# Python Decision Tree
A Jupyter notebook for building a machine learning decision tree.

## 1. Import libraries

Google "python decision tree". You'll see the first result takes us to http://scikit-learn.org/stable/modules/tree.html. This is the documentation for a python machine learning package called `sklearn` will be our guide, and we will adapt it for our HR data.

Following this documentation, our first step is to import in the code to build a decision tree:


In [None]:
from sklearn import tree
import pandas as pd

## 2. Load data

Where is our data right now? In a csv file, in the same folder as this file. So, we've got to bring that data in, we've got to make the connection.

Let's go back to google for guidance. "import csv python" or other variations show some [ugly code](https://docs.python.org/2/library/csv.html). There must me a simpler way!

Well, thanks to [Wes Mckinney](http://wesmckinney.com/), there is. He created another library to make things a lot smoother for data scientists and he called it "pandas".

If we google "import csv pandas" we find a few walkthroughs, including https://pythonhow.com/data-analysis-with-python-pandas/.
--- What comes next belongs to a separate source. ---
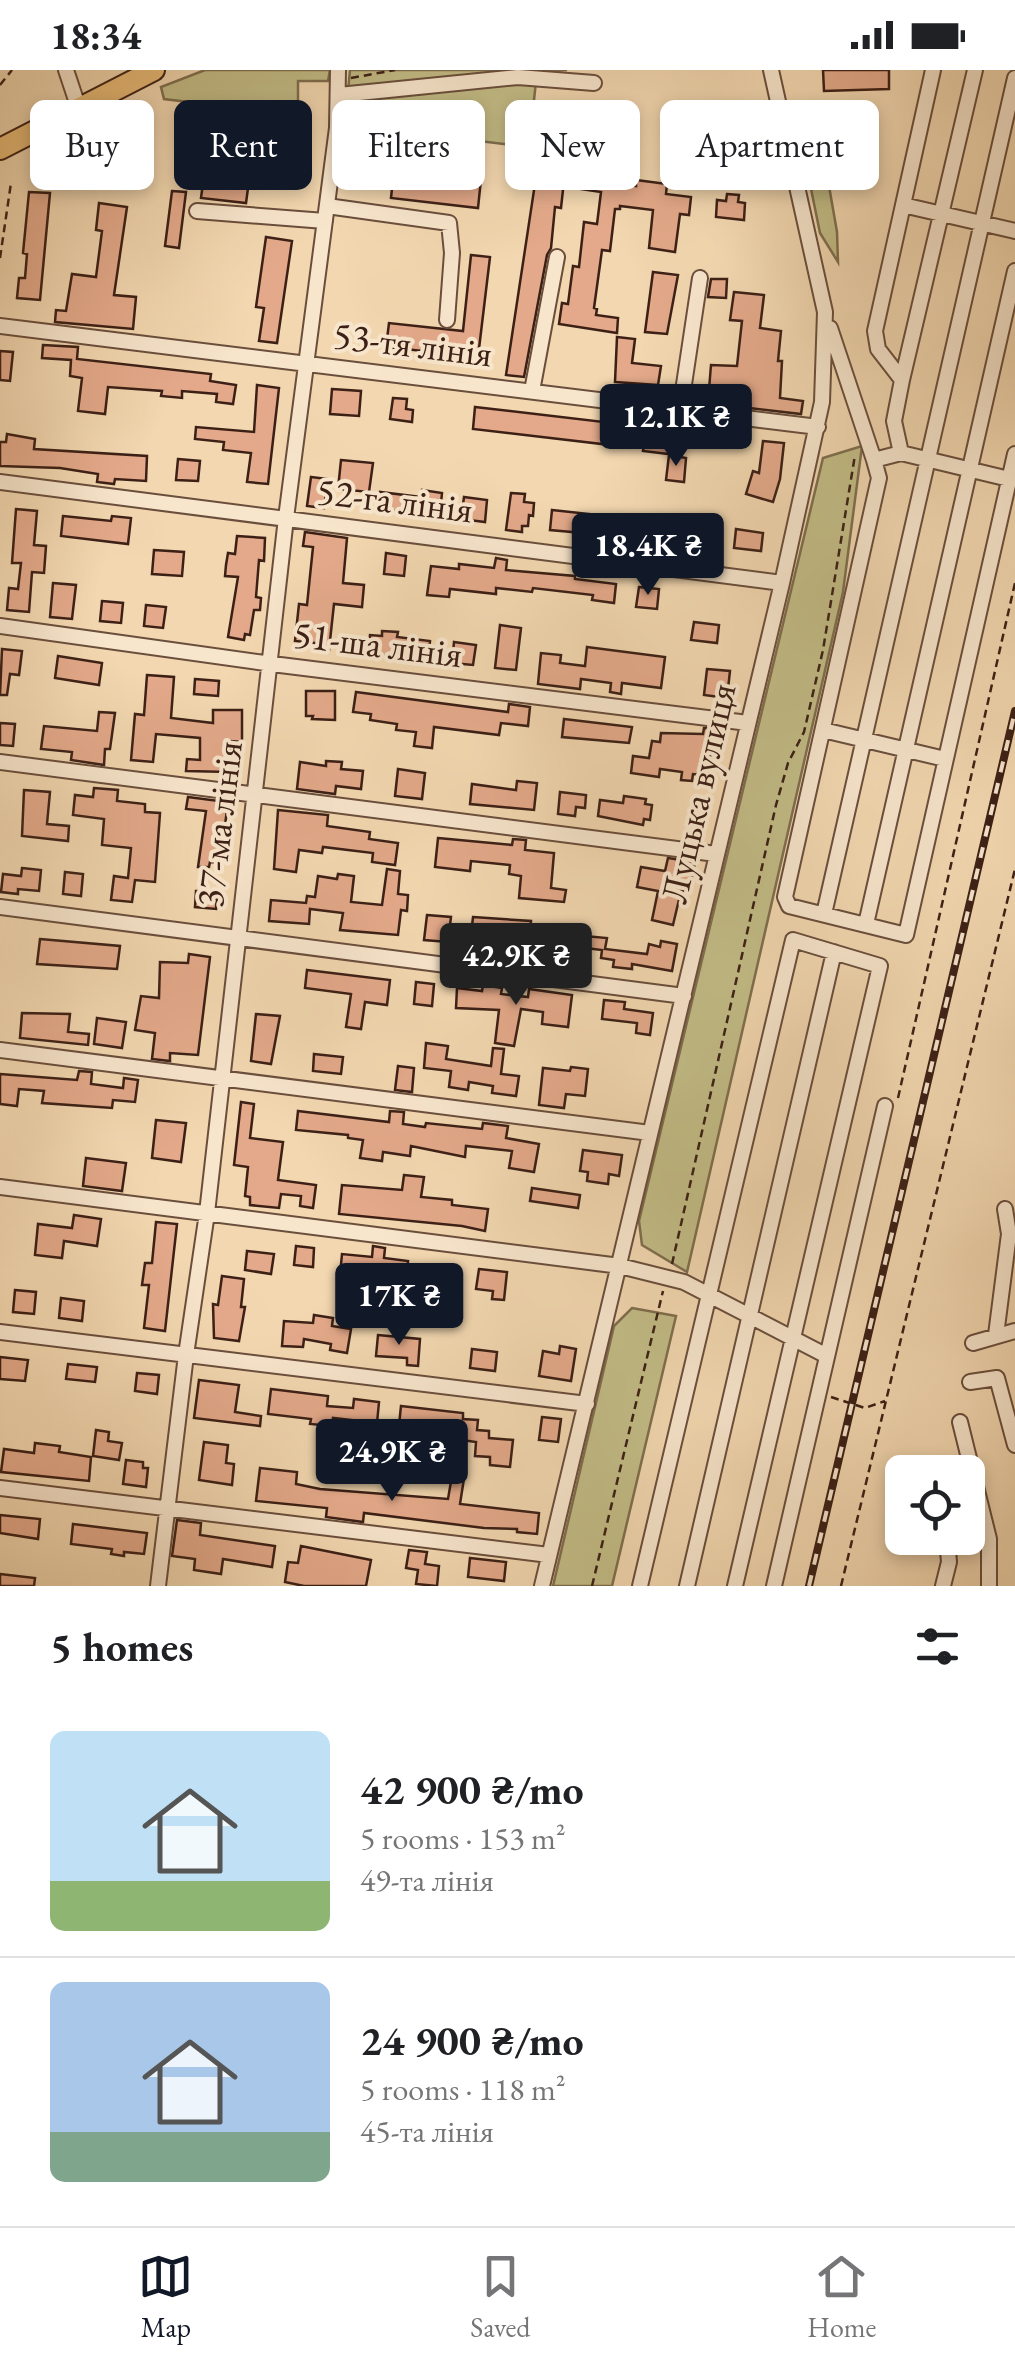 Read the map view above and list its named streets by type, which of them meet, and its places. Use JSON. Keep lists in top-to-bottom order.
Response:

Looks like we need to import it, so let's add that under our "Import libraries" section above and then load in our data.

It's also always good to look at the data we're loading in, so we can use `data.head()` for a preview of the top few lines:

In [None]:
data = pd.read_csv("../HR_clean.csv")
data.head()

Now, following the sklearn documentation again, we want to separate out our Y (the thing we want to predict), from our X (the things we want to use to predict Y).

Grabbing one column is easy, but to grab a range, we have to use `.iloc` for index location:

In [None]:
Y = data["resigned"]
X = data.iloc[:,4:-1]

## 3. Build and fit decision tree

Now we have our data ready, let's make this machine learn!
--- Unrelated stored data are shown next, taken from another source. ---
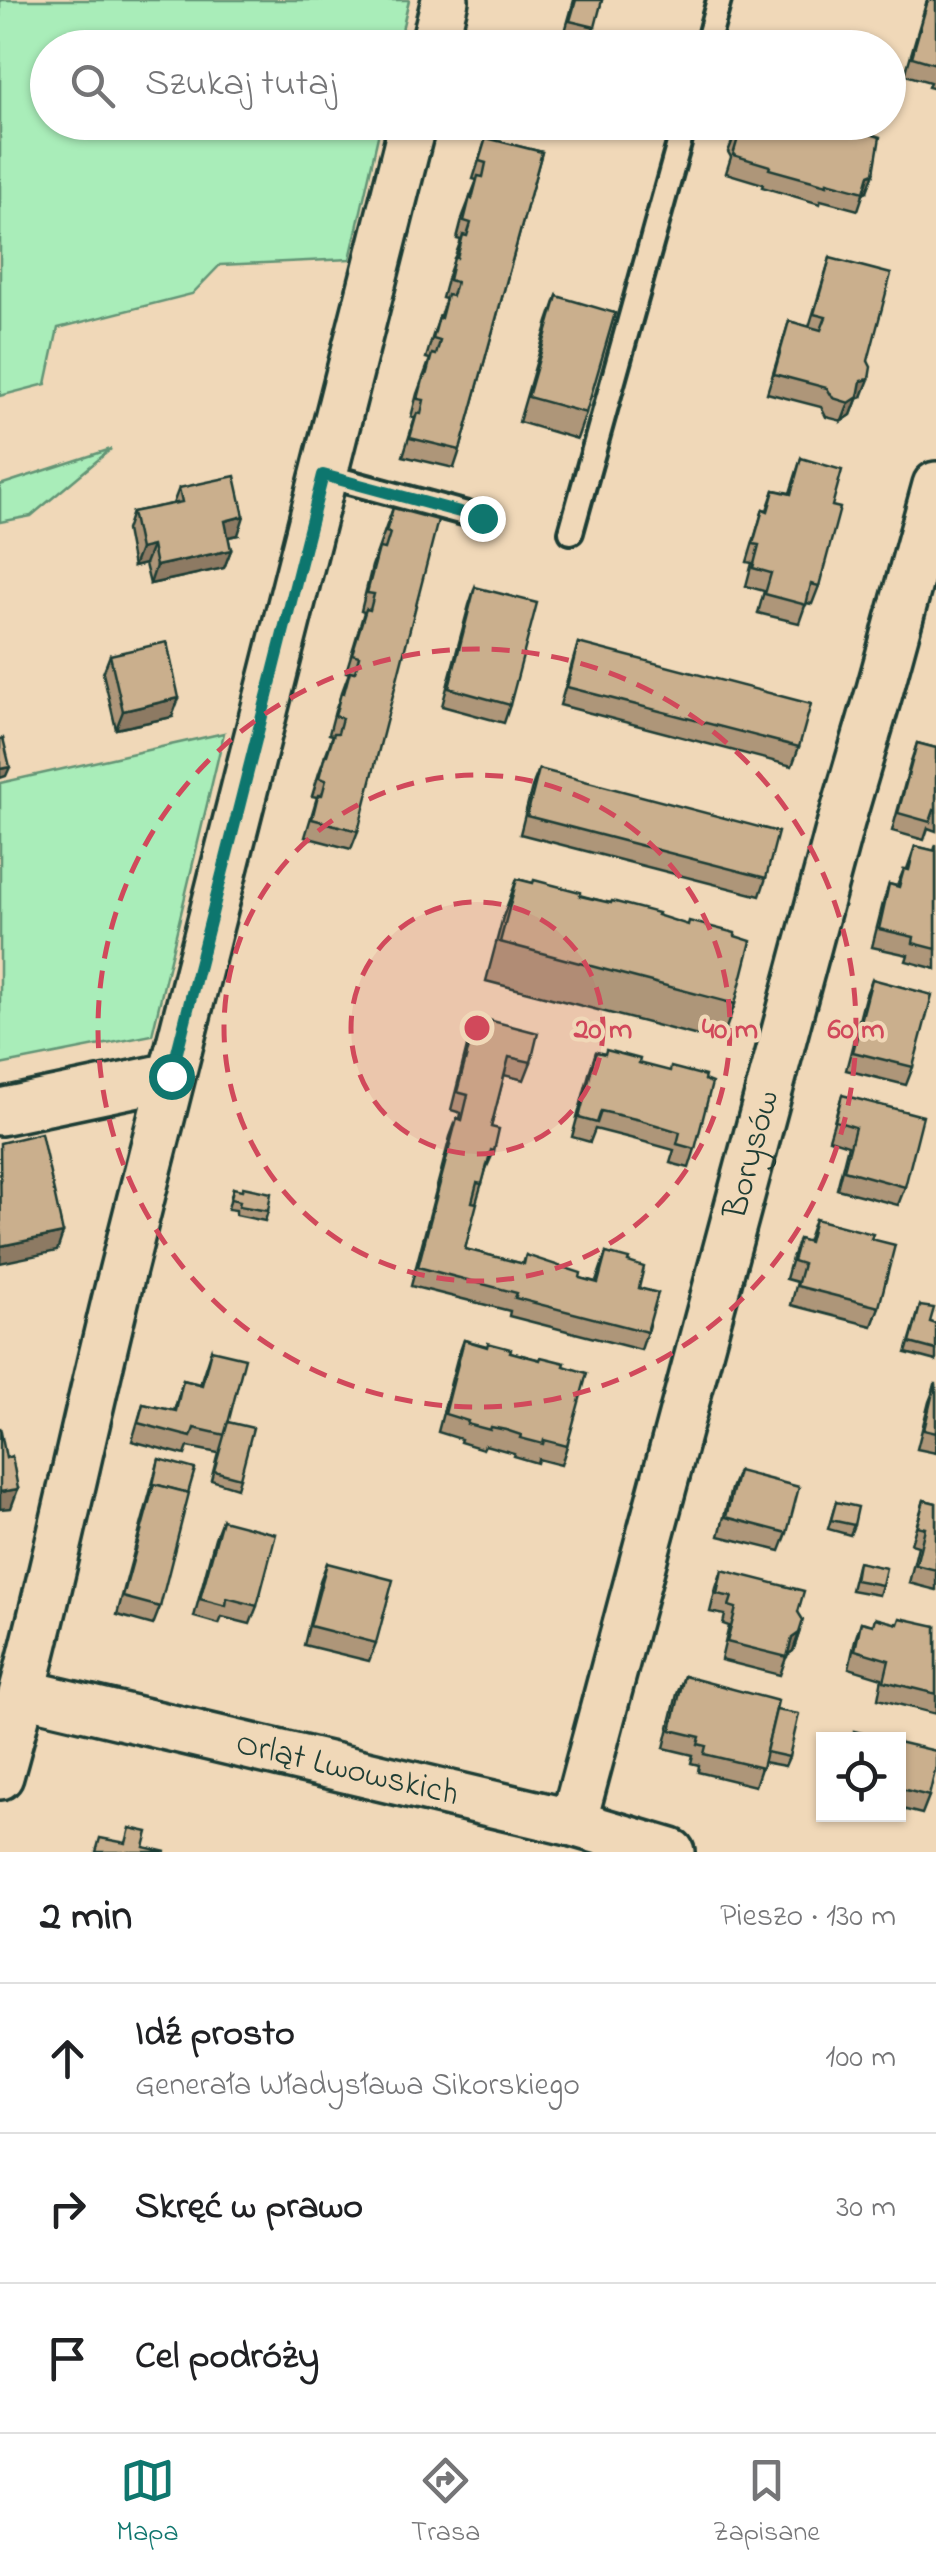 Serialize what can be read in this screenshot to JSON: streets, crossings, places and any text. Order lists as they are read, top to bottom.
{
  "streets": {
    "street": ["Borysów", "Orląt Lwowskich"]
  },
  "crossings": [
    ["Borysów", "Orląt Lwowskich"]
  ],
  "page": {
    "search": "Szukaj tutaj",
    "heading": ["2 min", "Pieszo · 130 m"],
    "list": [
      ["Idź prosto", "Generała Władysława Sikorskiego", "100 m"],
      ["Skręć w prawo", "30 m"],
      "Cel podróży"
    ],
    "nav": ["Mapa", "Trasa", "Zapisane"]
  },
  "rings": ["20 m", "40 m", "60 m"]
}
We can now copy and paste in those last two lines from the sklearn documentation below, and run it for machine learning model (stored inside `clf`):

In [None]:
clf = tree.DecisionTreeClassifier(max_depth = 3)
clf = clf.fit(X, Y)

<br><br><br>...wait, that's it? Can I see my tree please?<br><br><br>
## 4. Evaluate decision tree

Looking further down our sklearn documentation, it looks like they've given us code to visualize the decision tree that is stored inside `clf`. We have taken that code and adapted it for our data below, just run it and take a look:

In [None]:
import graphviz

dot_data = tree.export_graphviz(clf, out_file=None, 
                         feature_names = X.columns,  
                         class_names = ["stay","leave"],  
                         filled=True, rounded=True,  
                         special_characters=True)  
graph = graphviz.Source(dot_data)  
graph 

Wait, is your tree huge? If so, then it means we're probably asking *too many* questions. To limit the number we can add the `max_depth=3` parameter to our `tree.DecisionTreeClassifier()` method above, and re-run our code. This is important, as managing the depth of your tree prevents [overfitting](https://elitedatascience.com/overfitting-in-machine-learning).
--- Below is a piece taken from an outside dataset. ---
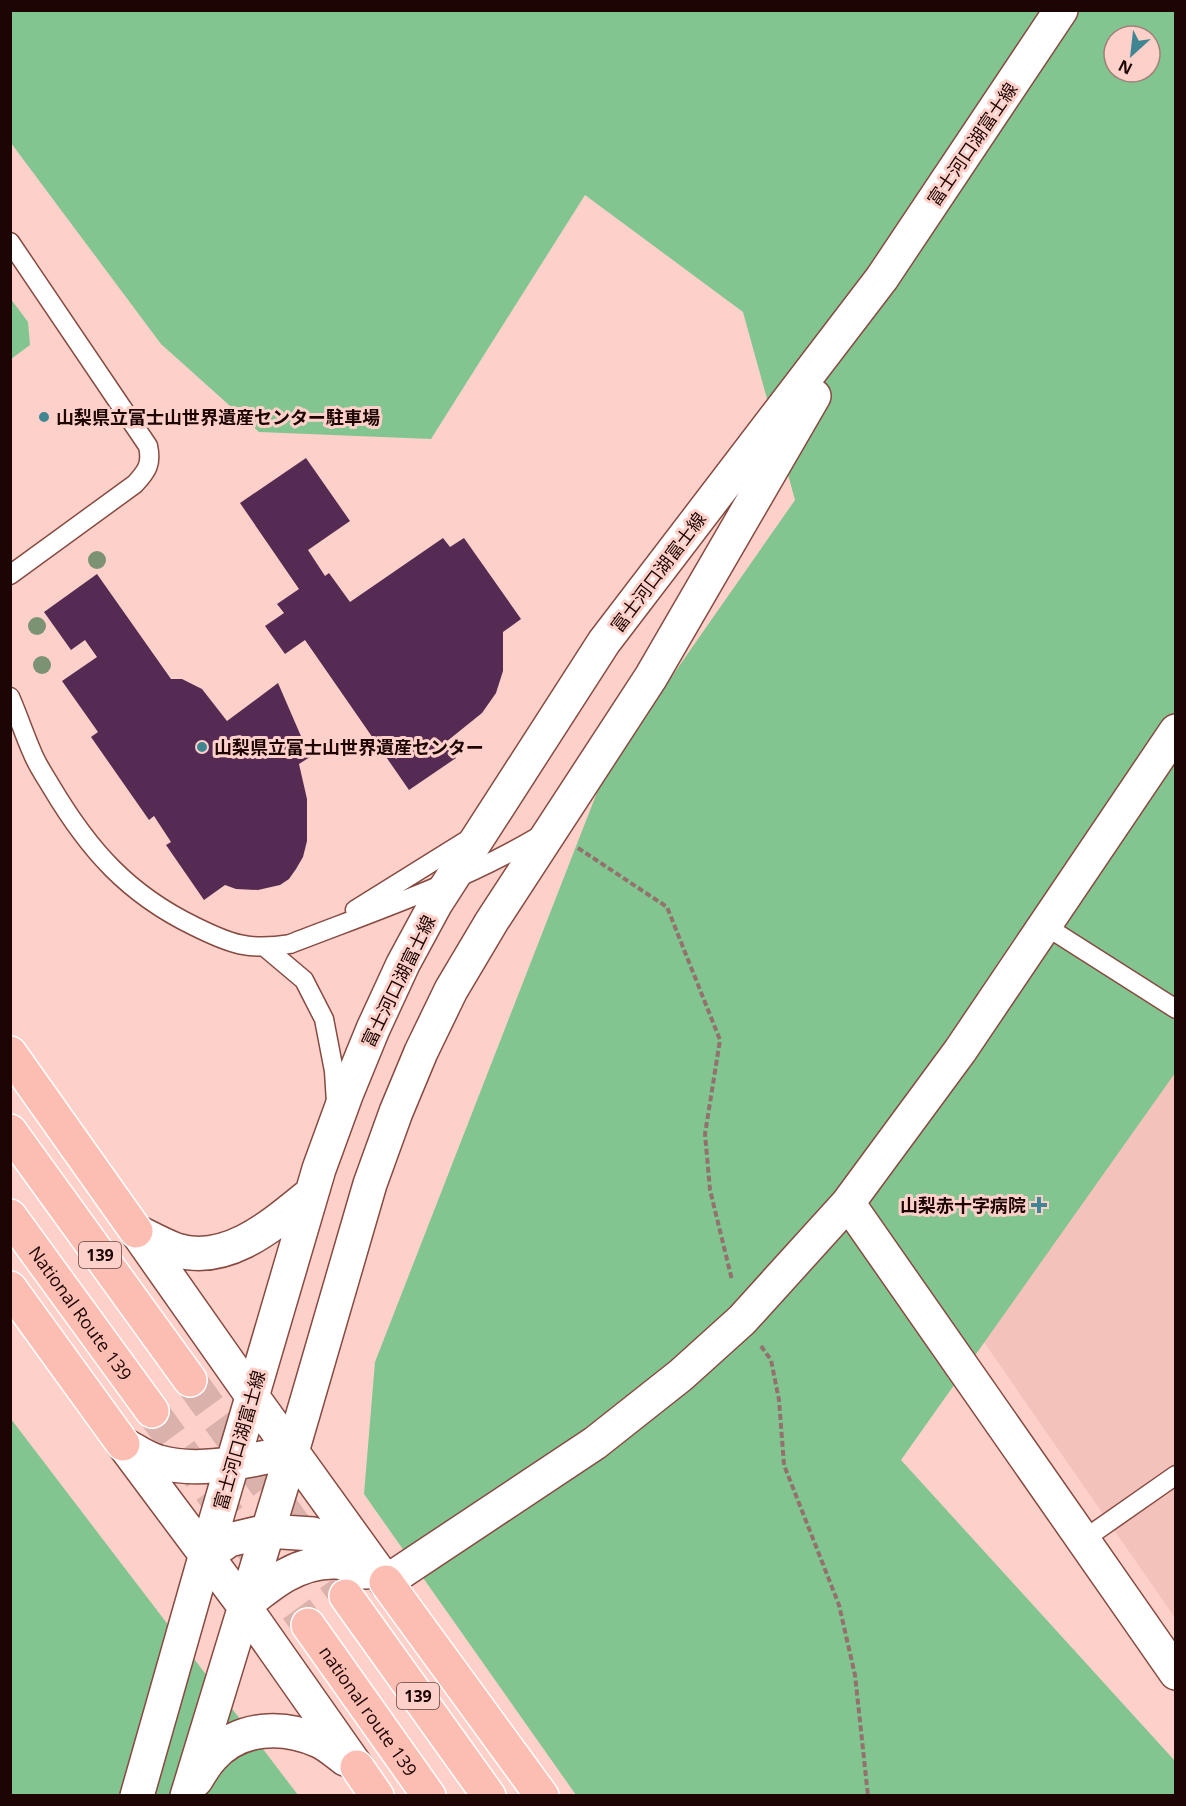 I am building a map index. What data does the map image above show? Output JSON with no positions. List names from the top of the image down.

The last question we might have is, "how good is this tree"? Well, if we look deeper in the documentation, we'll see there's a simple way of testing the accuracy of our tree and making predictions.

This is just going to to test on the same data we trained on though, is that the best way of doing it?

In [None]:
clf.score(X,Y)

### ---- Bonus Material -----

What if we wanted to train on some data, and test on different data? Well, we could train on some of our data and then test on the rest, in a process known as **cross-validation**.

Sklearn even has it's own package for it: http://scikit-learn.org/stable/modules/cross_validation.html

And there is one function that will do this for us, known as `cross_val_score`:

In [None]:
from sklearn.model_selection import cross_val_score

train_test = cross_val_score(clf, X, Y)

print(train_test)